Predictions computed by ggpredict() and ggemmeans() for a mixed-effect model differ: why?

870 Views Asked by At

I used functions ggpredict() and ggemmeans() from package ggeffects 1.3.0 to calculate mean estimates and confidence intervals (hereafter: CI) for a mixed-effect model. These functions rely on predict() and on emmeans() and make their outputs ggplot-friendly. The values predicted/estimated by the two functions differ both in their mean values and in their CI. Why?

The following reproducible example is based on dataset RIKZ (Janssen e Mulder 2005; Zuur et al. 2007), which looks at how species richness (number of species) varies with the height of sampling stations compared to mean tidal level (NAP, in meters) and the level of exposure (factor with three levels: low, medium and high):

rm(list=ls())
if (!require(pacman)) install.packages('pacman'); library(pacman)
p_load(emmeans)
p_load(ggplot2)
p_load(ggpubr)
p_load(ggeffects)
p_load(lme4, lmerTest, glmmTMB)
p_load(RCurl)
# get data:
RIKZ <- read.csv(text = RCurl::getURL(
"https://raw.githubusercontent.com/marcoplebani85/datasets/master/RIKZ.csv"))
str(RIKZ)
# "Exposure" is a factor:
RIKZ$Exposure <- as.factor(RIKZ$Exposure)

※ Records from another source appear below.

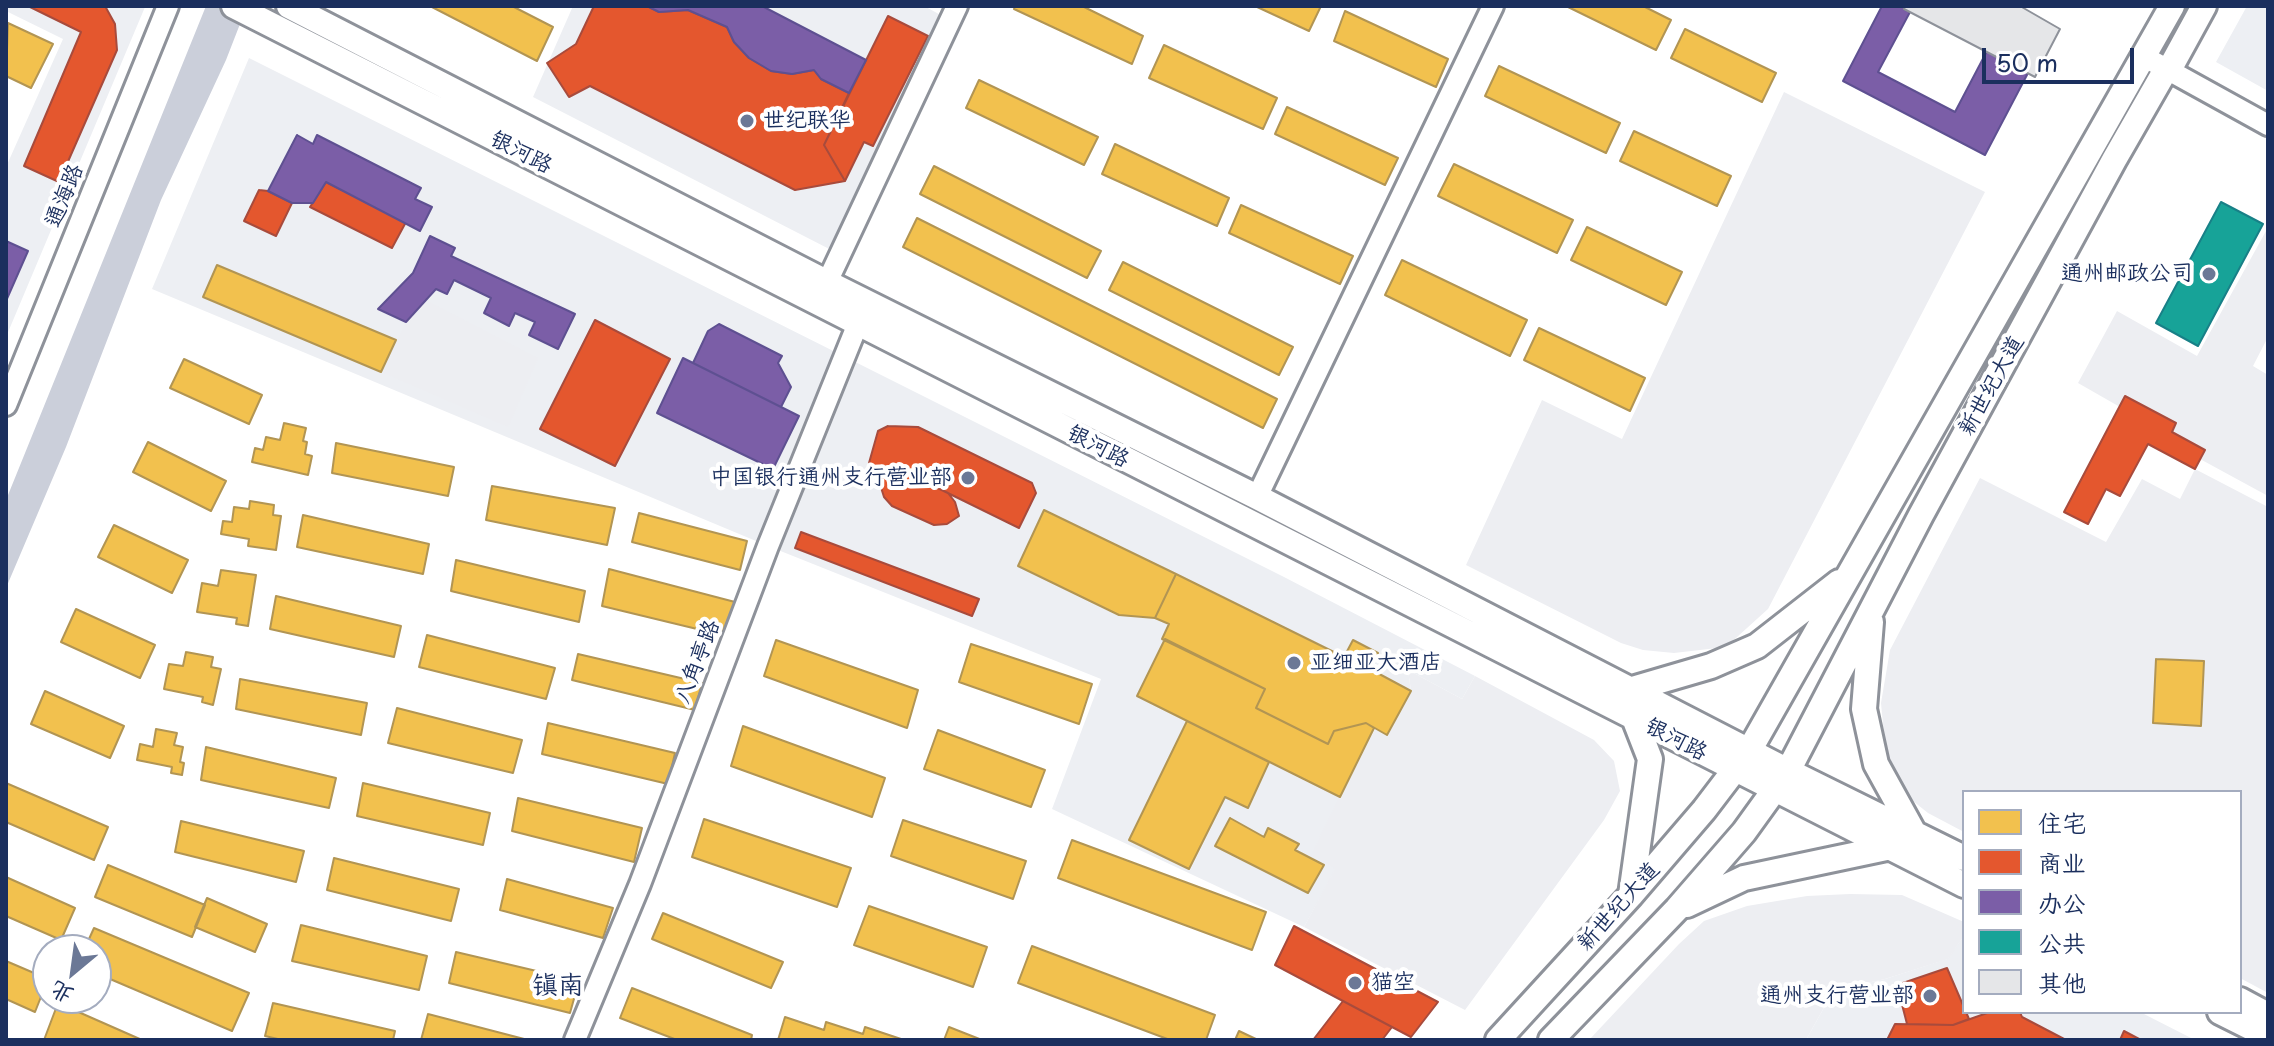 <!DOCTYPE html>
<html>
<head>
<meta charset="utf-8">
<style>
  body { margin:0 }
  #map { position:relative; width:2274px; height:1046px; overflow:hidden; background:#fff; font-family:"Playpen Sans","LXGW WenKai TC",sans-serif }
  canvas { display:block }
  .frame { position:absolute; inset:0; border:8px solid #1b2f5e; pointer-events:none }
  .legend { position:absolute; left:1962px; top:790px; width:280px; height:224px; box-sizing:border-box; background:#fff; border:2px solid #a4acbf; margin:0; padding:10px 14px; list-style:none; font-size:24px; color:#1b2f5e }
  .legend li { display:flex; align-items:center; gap:16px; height:40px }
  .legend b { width:40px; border:2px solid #a4acbf }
  .north { position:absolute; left:32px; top:934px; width:80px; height:80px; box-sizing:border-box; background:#fff; border:2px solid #a4acbf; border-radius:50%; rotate:209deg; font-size:22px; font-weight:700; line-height:32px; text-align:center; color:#1b2f5e }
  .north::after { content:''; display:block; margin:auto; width:28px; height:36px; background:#6b7896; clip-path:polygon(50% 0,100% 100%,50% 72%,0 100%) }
  .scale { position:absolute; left:1982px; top:48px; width:152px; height:36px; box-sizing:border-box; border:4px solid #1b2f5e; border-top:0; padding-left:10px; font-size:24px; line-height:28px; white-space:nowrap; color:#1b2f5e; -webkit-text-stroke:6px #fff; paint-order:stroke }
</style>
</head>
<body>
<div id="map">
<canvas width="2274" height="1046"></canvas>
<div class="frame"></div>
<ul class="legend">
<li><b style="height:22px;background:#f2c14e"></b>住宅</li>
<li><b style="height:22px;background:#e4572e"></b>商业</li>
<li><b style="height:22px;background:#7b5ea7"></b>办公</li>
<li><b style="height:22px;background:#17a398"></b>公共</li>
<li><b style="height:22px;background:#e5e6e8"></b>其他</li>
</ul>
<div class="north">北</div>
<div class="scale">50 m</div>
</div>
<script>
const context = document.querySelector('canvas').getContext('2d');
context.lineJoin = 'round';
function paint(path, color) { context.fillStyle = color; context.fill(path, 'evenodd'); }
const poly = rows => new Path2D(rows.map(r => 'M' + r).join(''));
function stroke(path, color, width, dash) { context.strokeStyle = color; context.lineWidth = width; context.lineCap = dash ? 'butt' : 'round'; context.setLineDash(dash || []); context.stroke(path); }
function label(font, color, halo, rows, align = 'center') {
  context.font = font + ' "Playpen Sans","LXGW WenKai TC",sans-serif'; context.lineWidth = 8; context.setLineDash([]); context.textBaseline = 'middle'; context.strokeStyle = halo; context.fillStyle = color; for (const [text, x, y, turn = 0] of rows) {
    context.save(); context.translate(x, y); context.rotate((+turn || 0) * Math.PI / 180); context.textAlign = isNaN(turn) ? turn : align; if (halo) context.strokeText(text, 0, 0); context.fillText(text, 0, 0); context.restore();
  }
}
const built = poly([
  [6,6,145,7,6,337,6,167,63,39,6,11],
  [573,6,924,6,950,20,839,254,533,97],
  [2247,6,2268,6,2268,91,2216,62],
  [249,58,1284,577,1475,676,1462,699,1408,670,1411,691,1387,735,1374,729,1312,855,1336,869,1304,927,1052,809,1101,679,768,546,152,289],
  [1964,936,1964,1012,2140,1012,2195,1040,1806,1040,1826,1004,1845,988,1885,979,1947,959]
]);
const green = poly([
  [1784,92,1985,192,1768,609,1726,647,1674,653,1643,650,1621,643,1466,565,1542,400,1622,439],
  [2266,231,2268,337,2253,366,2268,375,2268,496,2200,459,2205,450,2172,432,2176,423,2126,397,2120,407,2078,383,2117,311,2197,356],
  [426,300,538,358,508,427,381,372,406,322],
  [2195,469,2268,507,2268,993,2240,978,2240,792,1964,792,1964,832,1928,813,1908,797,1890,759,1884,735,1881,703,1890,650,1980,478,2106,542,2142,479,2180,499],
  [1408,670,1462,699,1475,676,1594,740,1614,761,1620,791,1604,820,1465,1010,1304,927,1335,869,1311,855,1374,728,1387,735,1411,691],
  [1850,894,1902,895,1964,922,1964,936,1948,959,1885,979,1845,988,1826,1004,1806,1040,1589,1040,1679,944,1704,921,1747,906,1807,896]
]);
const water = poly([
  [206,6,247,6,226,60,161,200,66,447,6,588,6,500]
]);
const homes = poly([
  [430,6,512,6,553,27,537,61,430,6],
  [1015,6,1082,6,1143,36,1132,64,1014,9,1015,6],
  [1255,6,1321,6,1309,31,1255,6],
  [1566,6,1643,6,1671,20,1656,50,1566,6],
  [1345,11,1448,59,1436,87,1334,41,1345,11],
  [8,23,53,44,31,88,6,76,8,23],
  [1685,29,1776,73,1762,102,1671,58,1685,29],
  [1164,45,1277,98,1263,129,1149,78,1164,45],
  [1499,66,1620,123,1606,153,1485,96,1499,66],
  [979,80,1098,137,1084,165,966,108,979,80],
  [1287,107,1398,158,1385,185,1275,134,1287,107],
  [1634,131,1731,176,1717,206,1620,161,1634,131],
  [1115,144,1229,198,1217,226,1102,174,1115,144],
  [1454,164,1573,220,1557,253,1438,196,1454,164],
  [934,166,1101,251,1087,278,920,194,934,166],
  [1241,205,1353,256,1340,284,1229,233,1241,205],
  [917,218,1277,399,1263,428,903,247,917,218],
  [1587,227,1682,272,1666,305,1571,260,1587,227],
  [1402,260,1527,320,1510,356,1385,295,1402,260],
  [1123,262,1293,347,1279,375,1109,290,1123,262],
  [217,265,396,340,381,372,203,297,217,265],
  [1539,328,1645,378,1630,411,1524,360,1539,328],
  [184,359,262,395,249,424,170,388,184,359],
  [284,423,306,428,303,441,307,442,305,454,312,456,308,475,252,462,255,448,263,450,266,437,280,440,284,423],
  [148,442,226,481,211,511,133,472,148,442],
  [336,443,454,467,448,496,332,473,336,443],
  [492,486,615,508,607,545,486,520,492,486],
  [250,501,274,505,273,515,281,516,276,550,248,546,249,539,221,534,223,521,232,522,234,507,249,509,250,501],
  [1044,510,1176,574,1155,618,1119,615,1018,566,1044,510],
  [639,513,747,541,740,570,632,542,639,513],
  [303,515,429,544,423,574,297,547,303,515],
  [114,525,188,560,172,593,98,557,114,525],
  [456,560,585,591,579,622,451,591,456,560],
  [609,569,735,602,726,636,602,606,609,569],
  [221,570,256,575,248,626,236,624,237,618,197,612,202,583,218,586,221,570],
  [1176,574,1344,657,1353,640,1378,653,1370,669,1411,691,1387,735,1366,723,1334,731,1328,744,1256,708,1265,689,1162,639,1169,624,1155,618,1176,574],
  [276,596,401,626,394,657,270,629,276,596],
  [76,609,155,645,140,678,61,642,76,609],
  [427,635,555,668,546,699,419,667,427,635],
  [1165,639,1265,689,1256,708,1328,744,1334,731,1366,723,1374,728,1340,797,1137,696,1165,639],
  [776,640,918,690,907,728,764,676,776,640],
  [971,644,1092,684,1079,724,959,682,971,644],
  [186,652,213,657,211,667,221,669,213,705,202,702,203,697,164,689,169,664,183,666,186,652],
  [578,654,702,683,695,710,572,680,578,654],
  [2156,659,2204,661,2201,726,2153,723,2156,659],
  [240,679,367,703,361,735,236,709,240,679],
  [45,691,124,726,110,758,31,724,45,691],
  [397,708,522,740,513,773,388,743,397,708],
  [1187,721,1269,762,1248,808,1225,797,1189,869,1129,840,1187,721],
  [548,723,675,753,668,784,542,754,548,723],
  [743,726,885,778,872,817,731,766,743,726],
  [156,729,177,733,174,745,183,747,180,762,184,763,182,775,171,773,172,767,137,760,140,744,153,747,156,729],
  [938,730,1045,770,1031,807,924,769,938,730],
  [206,747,336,778,329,808,201,780,206,747],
  [6,783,108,827,94,860,6,822,6,783],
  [363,783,490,813,483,845,357,816,363,783],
  [518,798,642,828,634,862,512,831,518,798],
  [1230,818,1264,837,1268,828,1299,844,1295,850,1324,865,1308,893,1215,846,1230,818],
  [704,819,851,868,837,907,692,857,704,819],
  [903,820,1026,861,1013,899,891,856,903,820],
  [181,821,304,851,296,882,175,852,181,821],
  [1072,840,1266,912,1252,950,1058,878,1072,840],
  [334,858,459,889,451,921,327,890,334,858],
  [108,865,205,905,192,937,95,897,108,865],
  [6,877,75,908,61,940,6,916,6,877],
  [507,879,613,908,603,938,500,910,507,879],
  [207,898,267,924,255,952,195,927,207,898],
  [869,906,987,947,973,987,854,945,869,906],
  [663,913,783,962,771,988,652,939,663,913],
  [301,925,427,956,419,990,292,961,301,925],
  [94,928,249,993,232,1031,96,973,96,950,84,950,94,928],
  [1032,946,1215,1015,1206,1040,1170,1040,1018,983,1032,946],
  [456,952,579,981,570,1013,449,983,456,952],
  [6,961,48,979,35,1012,6,999,6,961],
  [632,988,752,1035,751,1040,677,1040,620,1018,632,988],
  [58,1003,142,1040,44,1040,58,1003],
  [273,1003,395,1031,393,1040,282,1040,265,1036,273,1003],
  [428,1014,528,1040,421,1040,428,1014],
  [785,1017,824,1030,826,1022,863,1034,865,1027,904,1040,778,1040,785,1017],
  [949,1027,982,1040,944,1040,949,1027],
  [1239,1031,1258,1040,1235,1040,1239,1031]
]);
const shops = poly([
  [28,6,105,6,115,24,117,50,59,182,24,166,81,32,28,6],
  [594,6,647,6,659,12,688,10,727,27,734,42,749,58,771,71,792,74,814,70,821,79,849,93,824,145,845,181,795,190,590,86,569,97,547,63,576,44,594,6],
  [888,16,928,36,873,146,864,142,845,181,824,145,888,16],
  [326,182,406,222,392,248,310,207,326,182],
  [259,190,268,191,292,203,276,236,244,221,259,190],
  [595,320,670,359,615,466,540,429,595,320],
  [2125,396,2176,423,2172,432,2205,450,2195,469,2148,444,2120,496,2106,489,2088,524,2064,512,2125,396],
  [888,426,918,427,1032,483,1036,493,1019,528,901,470,885,472,869,463,878,431,888,426],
  [901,470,948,493,955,502,959,516,947,524,934,525,892,506,884,497,879,481,885,472,901,470],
  [801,532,979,599,972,616,795,548,801,532],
  [1294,926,1438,1002,1411,1037,1392,1027,1275,965,1294,926],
  [1947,968,1969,1019,1953,1025,1907,1024,1897,985,1947,968],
  [1343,1001,1392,1027,1382,1040,1313,1040,1343,1001],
  [1990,1012,2020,1012,2022,1017,2066,1040,1887,1040,1895,1024,1953,1025,1990,1012],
  [2124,1031,2141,1040,2120,1040,2124,1031]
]);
const offices = poly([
  [647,6,762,6,866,60,849,93,821,79,814,70,792,74,771,71,749,58,734,42,727,27,688,10,659,12,647,6],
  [1882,6,1905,6,1904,9,1910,12,1878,72,1955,112,1987,51,2028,73,1985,155,1843,81,1882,6],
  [297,135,313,144,317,135,421,188,415,199,432,207,420,231,326,182,313,203,292,203,268,191,297,135],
  [430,236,455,248,451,256,575,314,558,349,529,335,535,322,515,313,509,326,484,313,491,298,454,280,447,294,436,289,406,322,378,309,413,273,430,236],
  [6,241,28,251,6,301,6,241],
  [719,324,782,356,778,363,791,387,781,407,693,363,708,331,719,324],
  [683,358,799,416,773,469,657,413,683,358]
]);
const public = poly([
  [2221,202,2263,224,2198,346,2156,323,2221,202]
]);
const building = poly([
  [1905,6,2020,6,2060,29,2035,77,1904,9,1905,6]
]);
const minor = poly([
  [2143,56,2268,125],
  [821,295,957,6],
  [6,405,168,6],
  [1257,497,1493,6],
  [575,1040,640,884,768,546,863,311]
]);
const major = poly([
  [234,6,1964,885],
  [289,6,828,283,1257,497,1788,771,1964,858],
  [1871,622,1864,709,1876,764,1914,833],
  [1629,690,1711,666,1757,646,1839,582],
  [1631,895,1650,759,1634,718],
  [1687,905,1744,878,1891,847],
  [2240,1000,2268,1015],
  [2220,1012,2268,1036],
  [1498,1040,1631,895,1704,810,1749,751,2172,6],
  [1551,1040,1677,909,1744,832,1788,771,1921,515,2114,160,2165,71,2169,70,2204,6]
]);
const markers = [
  [747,121,8,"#6b7896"],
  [2209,274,8,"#6b7896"],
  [968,478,8,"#6b7896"],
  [1294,663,8,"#6b7896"],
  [1355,983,8,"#6b7896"],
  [1930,996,8,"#6b7896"]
];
const poiNames = [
  ["世纪联华",763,121],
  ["通州邮政公司",2193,274,"right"],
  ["中国银行通州支行营业部",952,478,"right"],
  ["亚细亚大酒店",1310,663],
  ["猫空",1371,983],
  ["通州支行营业部",1914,996,"right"]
];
const streetNames = [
  ["银河路",521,153,27],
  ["通海路",65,196,-68],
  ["新世纪大道",1992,386,-61],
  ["银河路",1098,447,27],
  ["八角亭路",698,662,-69],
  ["银河路",1676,740,27],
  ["新世纪大道",1619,907,-48]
];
const quarterNames = [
  ["镇南",558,987]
];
paint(built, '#edeff3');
paint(green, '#edeef2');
paint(water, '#cbcfda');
paint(homes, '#f2c14e');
stroke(homes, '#b29553', 2);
paint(shops, '#e4572e');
stroke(shops, '#a84b3c', 2);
paint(offices, '#7b5ea7');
stroke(offices, '#5e5091', 2);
paint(public, '#17a398');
stroke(public, '#188087', 2);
paint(building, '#e5e6e8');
stroke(building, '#8e929a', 2);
stroke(minor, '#8e929a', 26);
stroke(major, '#8e929a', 30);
stroke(minor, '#fff', 20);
stroke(major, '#fff', 24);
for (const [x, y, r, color] of markers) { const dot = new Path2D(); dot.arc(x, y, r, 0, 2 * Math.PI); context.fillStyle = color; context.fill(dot); stroke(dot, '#fff', 3); }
label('22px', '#1b2f5e', '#fff', poiNames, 'left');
label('22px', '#1b2f5e', '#fff', streetNames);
label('26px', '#1b2f5e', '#fff', quarterNames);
</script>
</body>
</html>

Here I fit a generalised mixed-effect model with Poisson-distributed residuals to the data using glmmTMB():

mem1 <- glmmTMB(Richness ~ NAP+Exposure + (1 | Beach),
                family="poisson",
                data = RIKZ, REML=T)

Model predictions and CI according to ggeffects::ggpredict(), without accounting for the uncertainty of random effects (see this page on why accounting for it or not):

richness.predicted <- ggpredict(mem1, 
terms=c("NAP", "Exposure"), type="fixed")

Predictions and CI for the same model according to ggeffects::ggemmeans(), without accounting for the uncertainty of random effects:

richness.emmeans <- ggemmeans(mem1, 
terms=c("NAP", "Exposure"), type="fixed")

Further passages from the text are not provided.